Now if the YAML is generated based on what's in the fabric things will me cross wired, again this is consistent with the observed behavior.

In the above I say "should" because I do not know what he Cisco kernel driver modules do and if they do or do not establish some correlation to the fabric. Although that would be weird.

Given the behavior you showed at the beginning of this thread I would say the Cisco drivers do not establish such weird connections to the fabric.

So from a configuration perspective it is actually easier for you to generate the YAML based on the fabric information because you can establish the mapping that "eth0" in the fabric is the NIC in the first slot on some bus in the blade and that will always be the same and so if we use persistent names there is very little that can go wrong.

jeffaco commented 5 years ago

So from a configuration perspective it is actually easier for you to generate the YAML based on the fabric information because you can establish the mapping that "eth0" in the fabric is the NIC in the first slot on some bus in the blade and that will always be the same and so if we use persistent names there is very little that can go wrong.

That sounds awesome to me. So, if I'm understanding you properly, if we move to persistent names, then regardless of startup "jitter", ens1 will always be what the network fabric sees as eth0, like this:

Fabric NIC OS persistent name
eth0 ens1
eth1 ens2
eth2 ens3
eth3 ens4
eth4 ens5
eth5 ens6

If that's the case, that sounds awesome, and would solve the issue completely.

I guess I have some remaining questions:

  1. Is this a change to the O/S, or just a YAML change?

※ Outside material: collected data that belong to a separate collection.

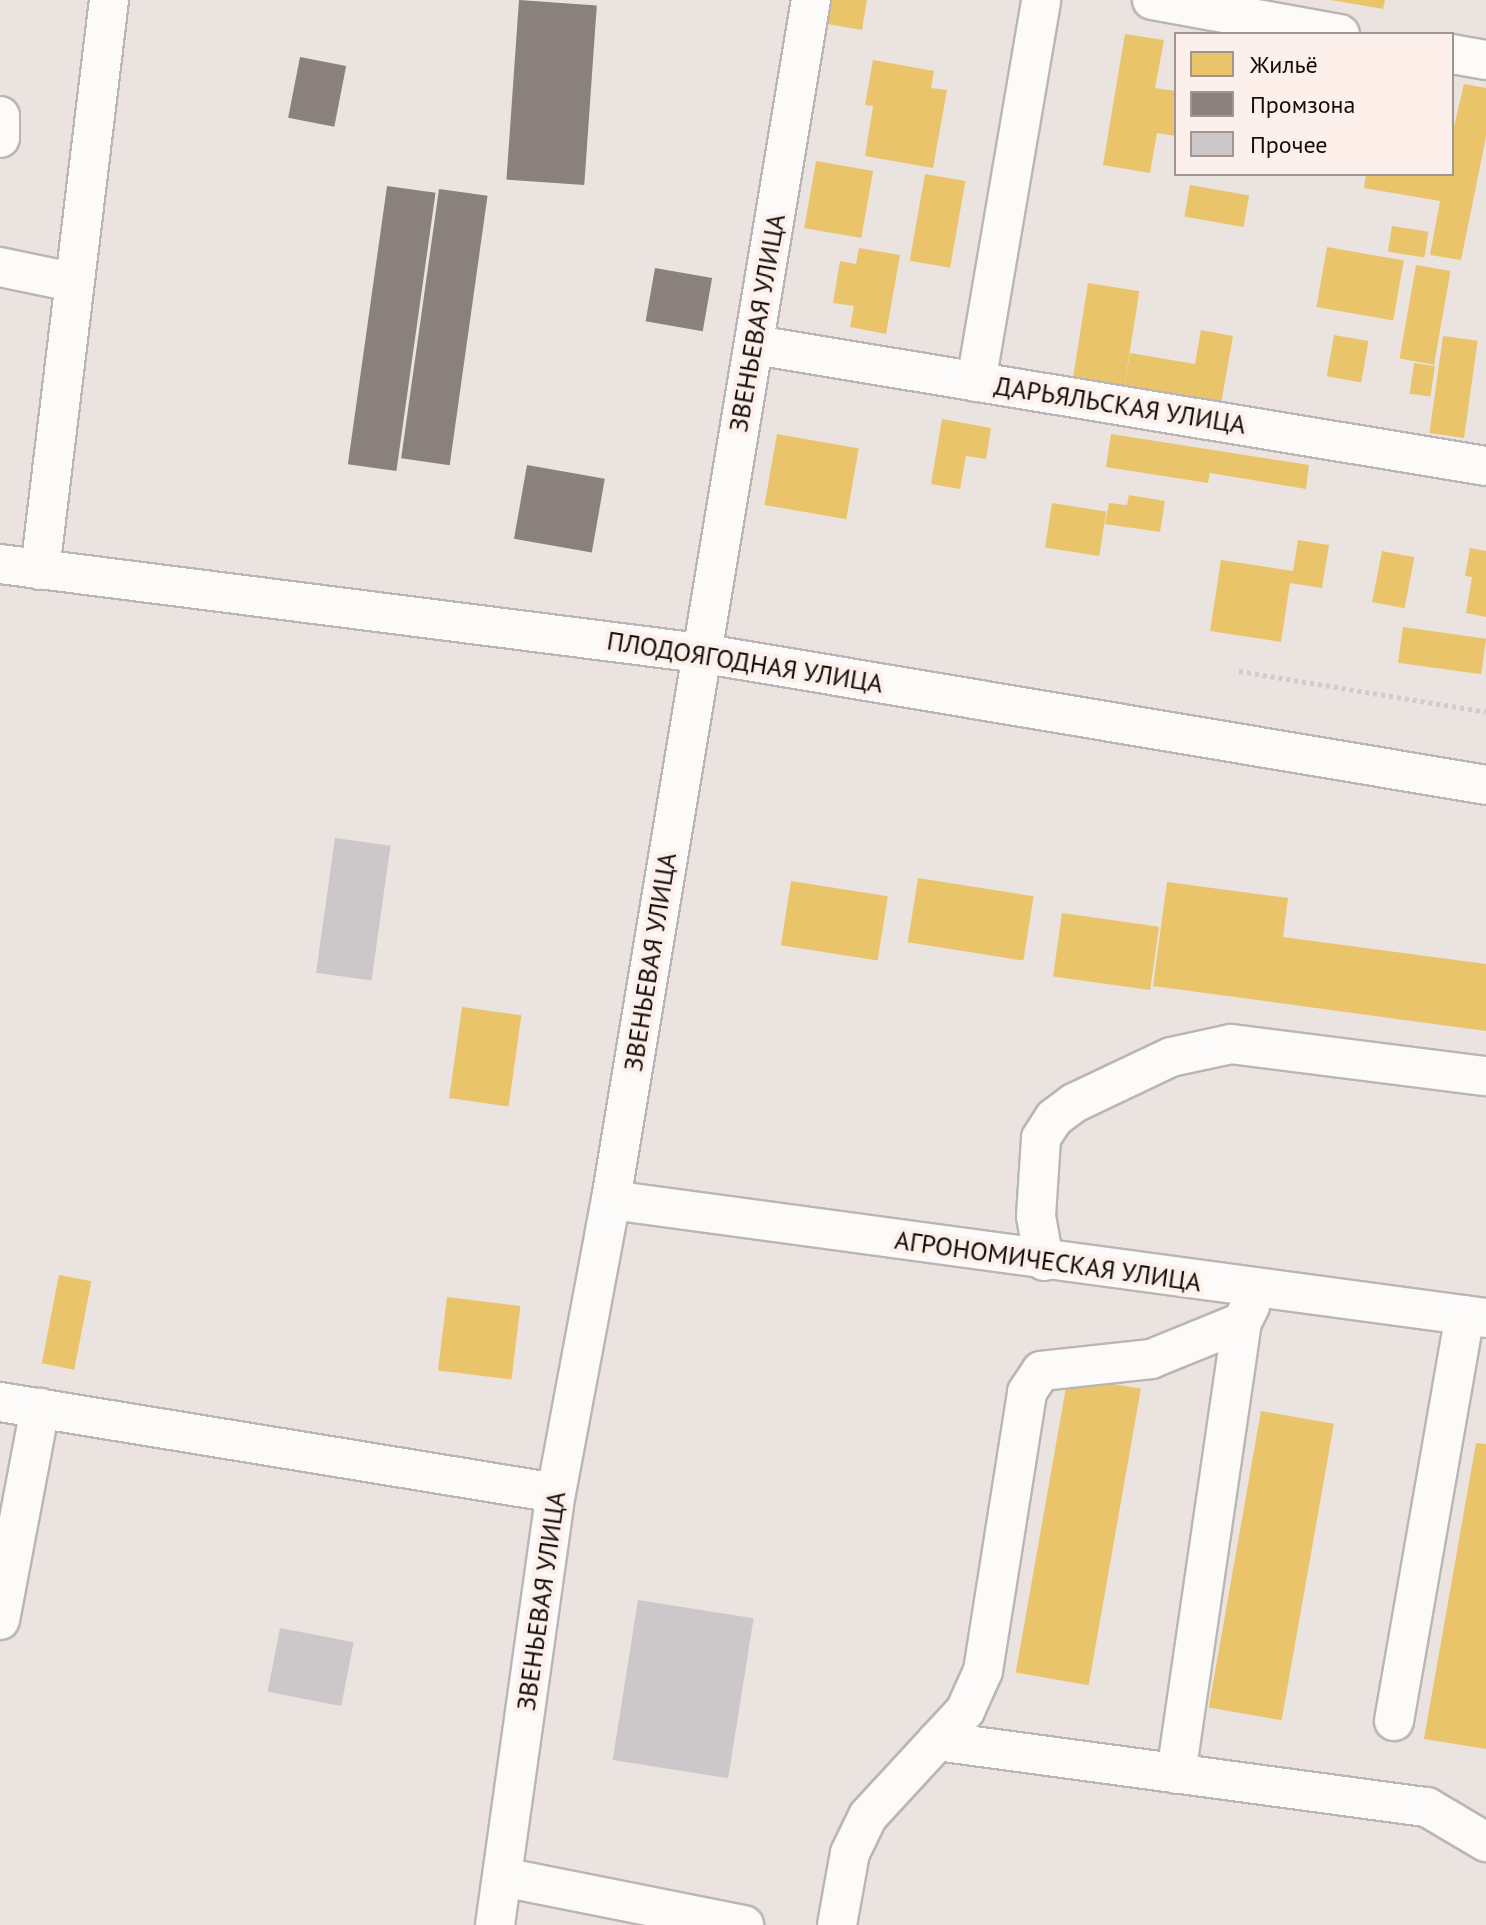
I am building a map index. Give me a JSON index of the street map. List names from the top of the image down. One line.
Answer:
{"streets":{"street":["ЗВЕНЬЕВАЯ УЛИЦА","ДАРЬЯЛЬСКАЯ УЛИЦА","ПЛОДОЯГОДНАЯ УЛИЦА","АГРОНОМИЧЕСКАЯ УЛИЦА"]},"crossings":[["ЗВЕНЬЕВАЯ УЛИЦА","ДАРЬЯЛЬСКАЯ УЛИЦА"],["ЗВЕНЬЕВАЯ УЛИЦА","ПЛОДОЯГОДНАЯ УЛИЦА"],["ЗВЕНЬЕВАЯ УЛИЦА","АГРОНОМИЧЕСКАЯ УЛИЦА"]],"legend":["Жильё","Промзона","Прочее"]}
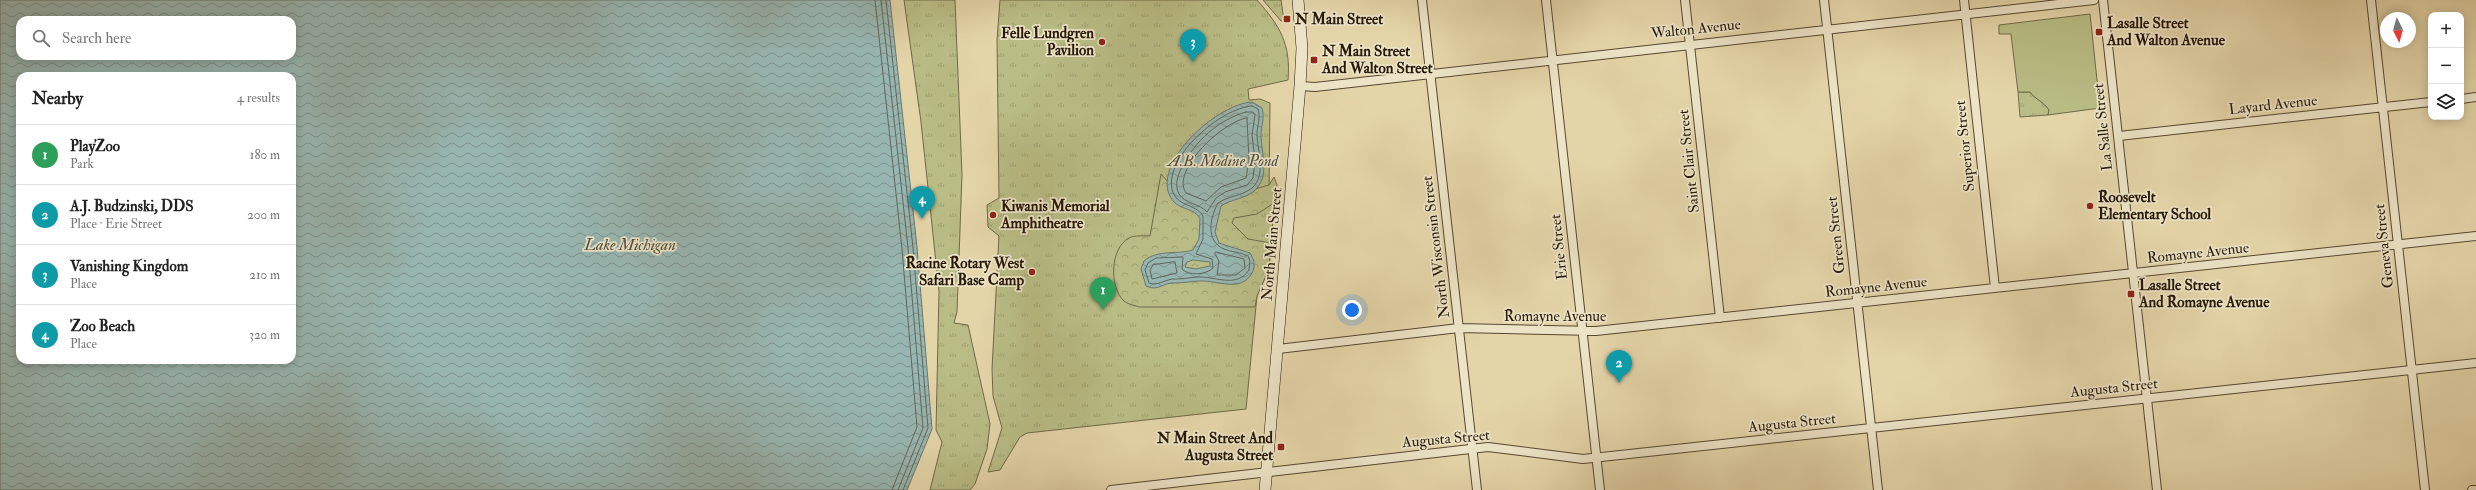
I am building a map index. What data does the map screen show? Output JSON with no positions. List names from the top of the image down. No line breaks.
{"streets":{"main road":["North Main Street"],"street":["Walton Avenue","Layard Avenue","La Salle Street","Superior Street","Saint Clair Street","Green Street","Geneva Street","North Wisconsin Street","Erie Street","Romayne Avenue","Augusta Street"]},"crossings":[["Walton Avenue","Superior Street"],["Walton Avenue","Saint Clair Street"],["Walton Avenue","Green Street"],["Walton Avenue","North Main Street"],["Walton Avenue","North Wisconsin Street"],["Walton Avenue","Erie Street"],["Layard Avenue","La Salle Street"],["Layard Avenue","Geneva Street"],["La Salle Street","Romayne Avenue"],["La Salle Street","Augusta Street"],["Superior Street","Romayne Avenue"],["Saint Clair Street","Romayne Avenue"],["Green Street","Romayne Avenue"],["Green Street","Augusta Street"],["North Main Street","Romayne Avenue"],["North Main Street","Augusta Street"],["Geneva Street","Romayne Avenue"],["Geneva Street","Augusta Street"],["North Wisconsin Street","Romayne Avenue"],["North Wisconsin Street","Augusta Street"],["Erie Street","Romayne Avenue"],["Erie Street","Augusta Street"]],"water":["A.B. Modine Pond","Lake Michigan"],"places":{"transit":["N Main Street","Lasalle Street And Walton Avenue","N Main Street And Walton Street","Lasalle Street And Romayne Avenue","N Main Street And Augusta Street"],"other":["Felle Lundgren Pavilion","Roosevelt Elementary School","Kiwanis Memorial Amphitheatre","Racine Rotary West Safari Base Camp"]},"north":"bottom","page":{"map_buttons":["+","−"],"search":"Search here","pins":["3","4","1","2"],"heading":["Nearby","4 results"],"list":[{"mark":"1","name":"PlayZoo","note":"Park","value":"180 m"},{"mark":"2","name":"A.J. Budzinski, DDS","note":"Place · Erie Street","value":"200 m"},{"mark":"3","name":"Vanishing Kingdom","note":"Place","value":"210 m"},{"mark":"4","name":"Zoo Beach","note":"Place","value":"320 m"}]}}
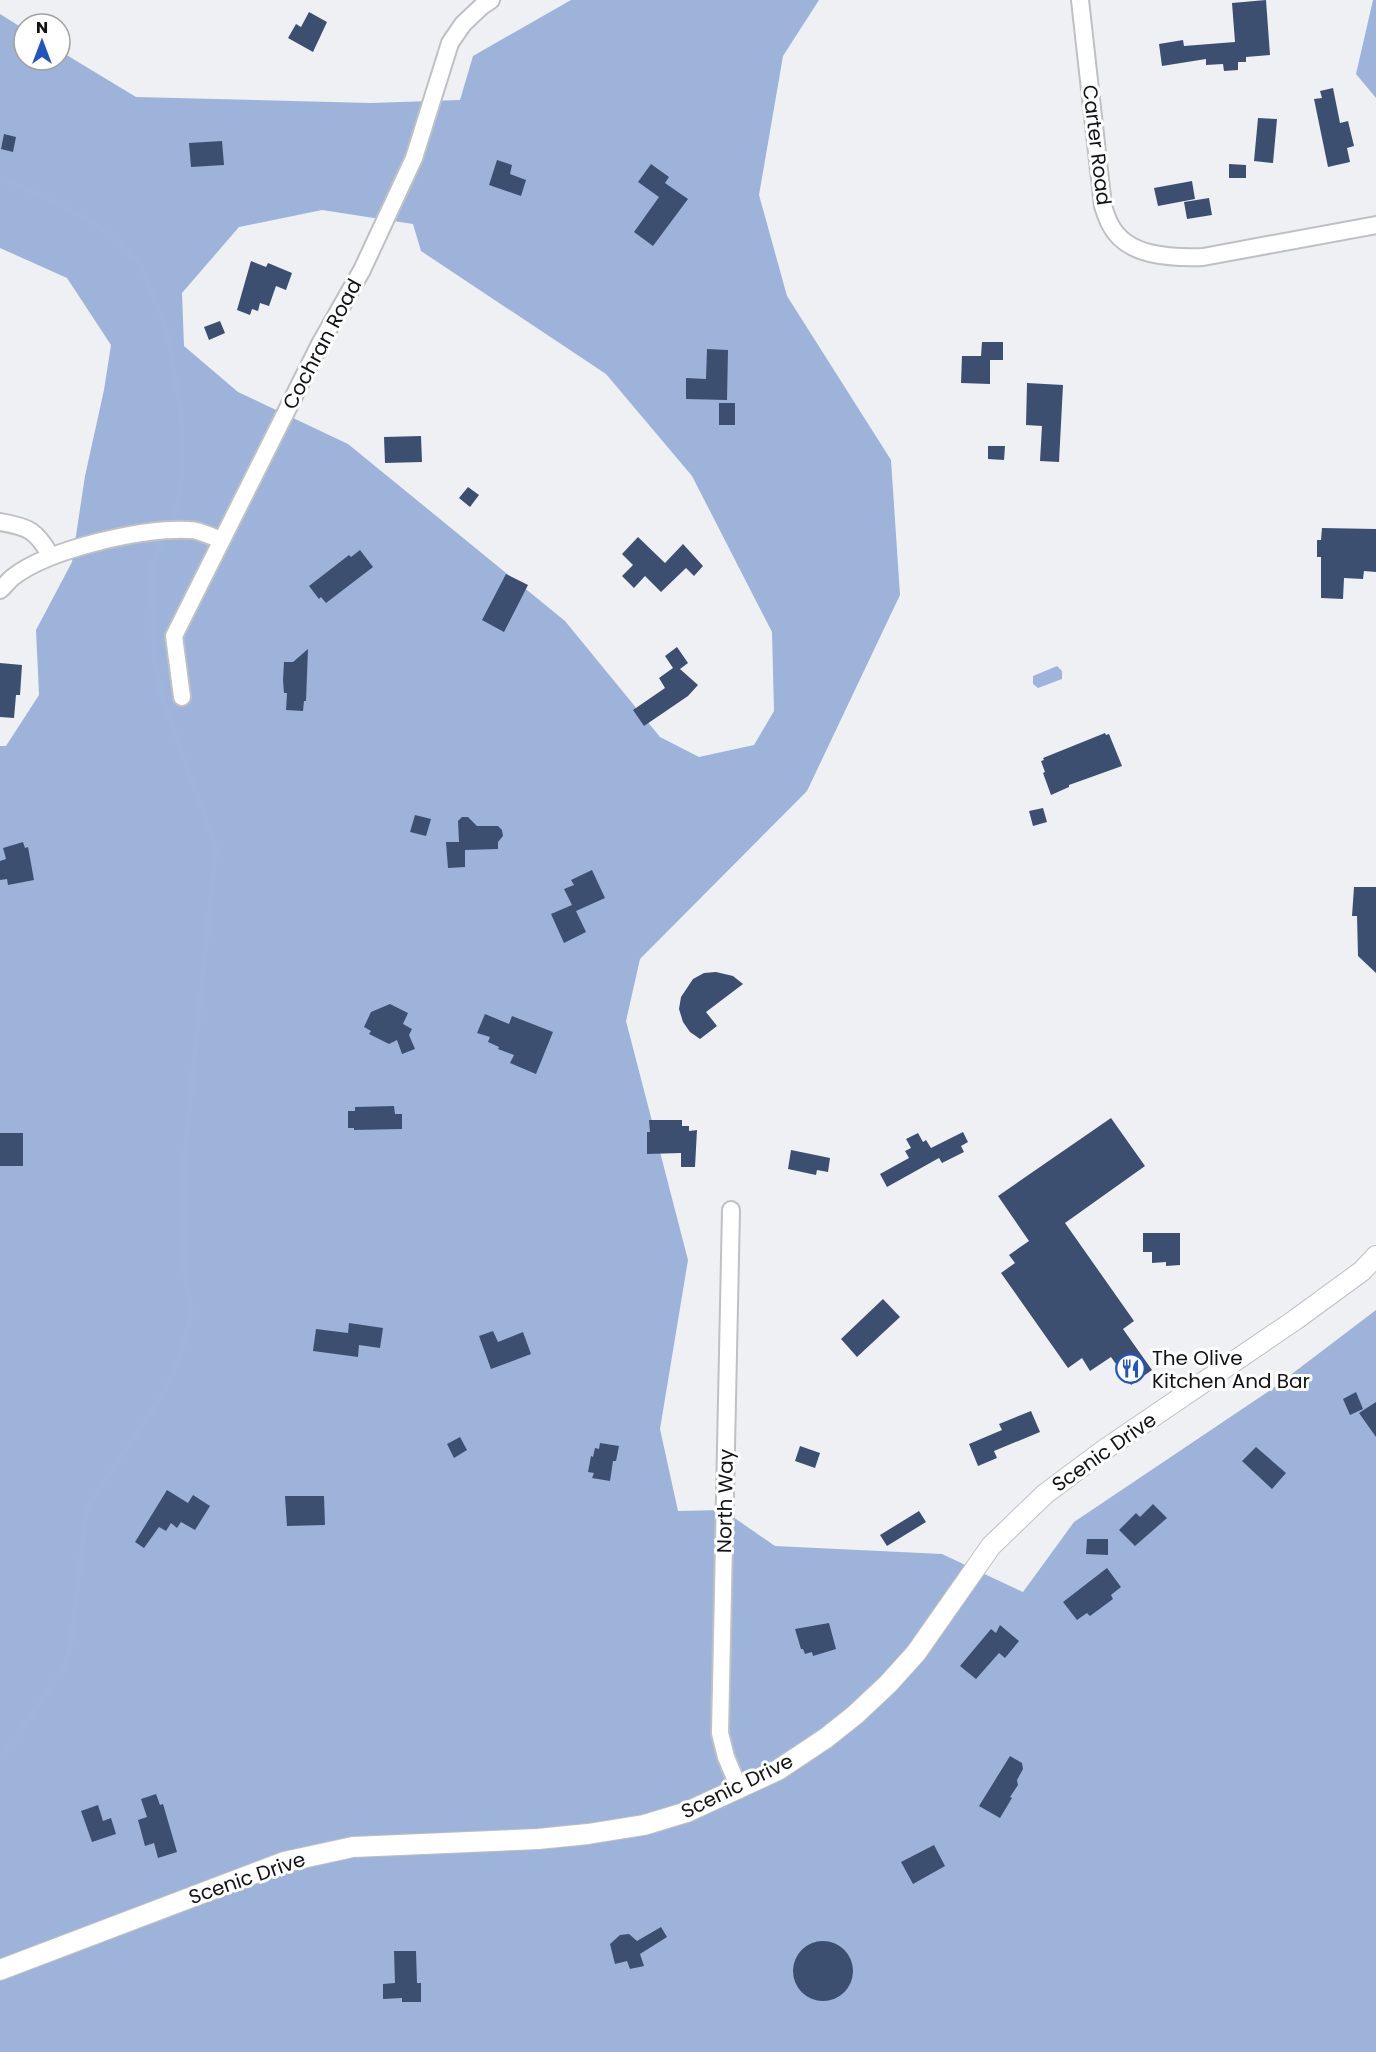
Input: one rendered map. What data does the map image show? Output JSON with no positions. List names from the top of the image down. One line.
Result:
{"streets":{"street":["Carter Road","Cochran Road","Scenic Drive","North Way"]},"crossings":[["Scenic Drive","North Way"]],"places":{"restaurant":["The Olive Kitchen And Bar"]},"north":"top"}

If the later, what do I change? If the former, then:

  2. Test image possible? I'm thinking "yes" since you are the professionals in image building 😃

  3. Out of curiosity, why weren't existing interfaces eth0 ... eth(n) just set up as persistent names by default in the Linux kernel, thus avoiding this issue to begin with? Backwards compatibility issues?

rjschwei commented 5 years ago

So from a configuration perspective it is actually easier for you to generate the YAML based on the fabric information because you can establish the mapping that "eth0" in the fabric is the NIC in the first slot on some bus in the blade and that will always be the same and so if we use persistent names there is very little that can go wrong.

That sounds awesome to me. So, if I'm understanding you properly, if we move to persistent names,

Oops my bad, we would switch to "predictable" names.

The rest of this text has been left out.